The experiment site:

familiar experimental mice, the next is to use the Shell crawl web pages.
Into the top-level directory of the project, which is the first layer under the tutorial folder, enter in the CMD:

code is as follows:

Scrapy shell;

enter after you can see the following content:

after the Shell loaded, you will receive the response, stored in a local variable in the response.
So if you type in the response body, you will see the response of the body parts, that is grasping the content of the page:


or input response headers to check the header part of it:

now is like having a lot of sand in his hand, hidden inside we want to gold, so the next step is to use a sieve shake twice, take the impurities out, select the key content.
The selector is like a sieve.
In the old version, the two Shell instantiated selectors, one is to parse HTML HXS variables, one is to parse the XML XXS variables.
And now we have prepared the Shell of the selector, sel, can automatically depending on the type of the returned data to choose the best analytical solution (XML or HTML).
Then let us have a crunching! ~
To thoroughly understand this problem, first of all to know, what on earth is caught page.
We want to grab the title of the page, for example, namely <Title> This tag:

you can enter:

code is as follows:

Sel. Xpath ('//title)  


so you can put the label out, with the extract () and text () can also do further processing.
Note: list some useful xpath simple path expression:
Expression   Description
Nodename  Select all the child nodes of this node.
/  From the root node selection.
//  Selecting from matching the current node selection in the document, regardless of their position.
.   Select the current node.
..   Select the parent node of the current node.
@   Select properties.
All the results are as follows, In [I] said the experiments I input, the Out [I] said the results of the first time I output (recommended reference: W3C tutorial) :

code is as follows:

In [1] : sel. Xpath ('//title)  
Out [1] : [<the Selector xpath='//title data=' <title> the Open Directory - Computers: Progr '>]  
In [2] : sel. Xpath ('//title) extract ()  
Out [2] : [u '<title> the Open Directory - Computers: Programming: Languages: Python: Books']  
In [3] : sel. Xpath ('//title/text () ')  
Out [3] : [<the Selector xpath='//title/text ()' data= 'Open Directory - Computers: Programming:' >]  
In [4] : sel. Xpath ('//title/text () '). The extract ()  
Out [4] : [u 'Open Directory - Computers: Programming Languages: Python: Books']  
In [5] : sel. Xpath ('//title/text () '). The re (' (\ w +) : ')  
Out [5] : [u 'Computers', u' Programming ', u 'Languages', u' Python ']  
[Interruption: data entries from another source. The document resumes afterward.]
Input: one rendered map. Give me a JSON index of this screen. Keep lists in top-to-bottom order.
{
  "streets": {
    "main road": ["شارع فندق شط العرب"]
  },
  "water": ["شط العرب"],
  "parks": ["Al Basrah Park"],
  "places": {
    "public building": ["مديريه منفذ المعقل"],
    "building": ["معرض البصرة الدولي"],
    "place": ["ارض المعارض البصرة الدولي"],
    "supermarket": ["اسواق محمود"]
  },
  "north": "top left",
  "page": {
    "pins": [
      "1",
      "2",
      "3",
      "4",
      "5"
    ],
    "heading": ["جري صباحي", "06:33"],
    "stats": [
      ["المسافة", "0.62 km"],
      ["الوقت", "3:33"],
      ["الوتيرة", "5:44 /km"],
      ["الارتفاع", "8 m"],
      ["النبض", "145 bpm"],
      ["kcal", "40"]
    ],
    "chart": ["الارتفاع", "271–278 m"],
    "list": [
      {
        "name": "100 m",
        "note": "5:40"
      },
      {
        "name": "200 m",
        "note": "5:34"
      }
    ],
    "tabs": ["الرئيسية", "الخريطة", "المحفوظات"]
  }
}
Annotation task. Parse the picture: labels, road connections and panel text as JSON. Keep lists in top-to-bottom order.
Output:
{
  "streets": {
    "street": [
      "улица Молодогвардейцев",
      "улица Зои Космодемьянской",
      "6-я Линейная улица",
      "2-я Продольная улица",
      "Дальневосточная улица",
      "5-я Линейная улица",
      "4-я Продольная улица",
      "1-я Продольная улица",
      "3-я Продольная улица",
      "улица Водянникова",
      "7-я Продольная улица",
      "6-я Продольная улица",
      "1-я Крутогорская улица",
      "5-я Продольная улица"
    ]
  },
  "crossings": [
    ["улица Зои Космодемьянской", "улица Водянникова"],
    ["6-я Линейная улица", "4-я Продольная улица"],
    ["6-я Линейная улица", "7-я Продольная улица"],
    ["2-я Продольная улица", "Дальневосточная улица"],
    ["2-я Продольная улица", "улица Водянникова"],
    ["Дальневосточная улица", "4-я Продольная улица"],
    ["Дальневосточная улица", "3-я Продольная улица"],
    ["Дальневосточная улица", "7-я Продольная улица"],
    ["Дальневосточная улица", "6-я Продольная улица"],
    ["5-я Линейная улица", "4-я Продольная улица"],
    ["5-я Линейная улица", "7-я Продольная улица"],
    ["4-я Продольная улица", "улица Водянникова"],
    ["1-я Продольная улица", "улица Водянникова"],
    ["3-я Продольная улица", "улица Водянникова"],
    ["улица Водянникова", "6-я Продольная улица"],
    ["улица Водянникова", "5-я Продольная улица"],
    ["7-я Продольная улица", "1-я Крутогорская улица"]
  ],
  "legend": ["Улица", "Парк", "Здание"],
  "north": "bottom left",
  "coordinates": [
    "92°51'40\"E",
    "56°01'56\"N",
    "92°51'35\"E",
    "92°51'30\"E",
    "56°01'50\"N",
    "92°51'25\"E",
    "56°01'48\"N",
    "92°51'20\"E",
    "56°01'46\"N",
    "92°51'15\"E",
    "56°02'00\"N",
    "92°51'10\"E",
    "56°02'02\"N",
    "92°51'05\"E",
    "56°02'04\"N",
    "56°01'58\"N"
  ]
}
of course title this tag don't have much value for us, let's to really grab some meaningful things.
Using firefox review elements we can see clearly that what we need is as follows:

we can use the following code to grab the <Li> Tags:

code is as follows:

Sel. Xpath ('//ul/li)  

from <Li> Label, can obtain the description of the site:

code is as follows:

Sel. Xpath ('//ul/li/text () '). The extract ()  

can obtain the title of the website like this:

code is as follows:

Sel. Xpath ('//ul/li/a/text () '). The extract ()  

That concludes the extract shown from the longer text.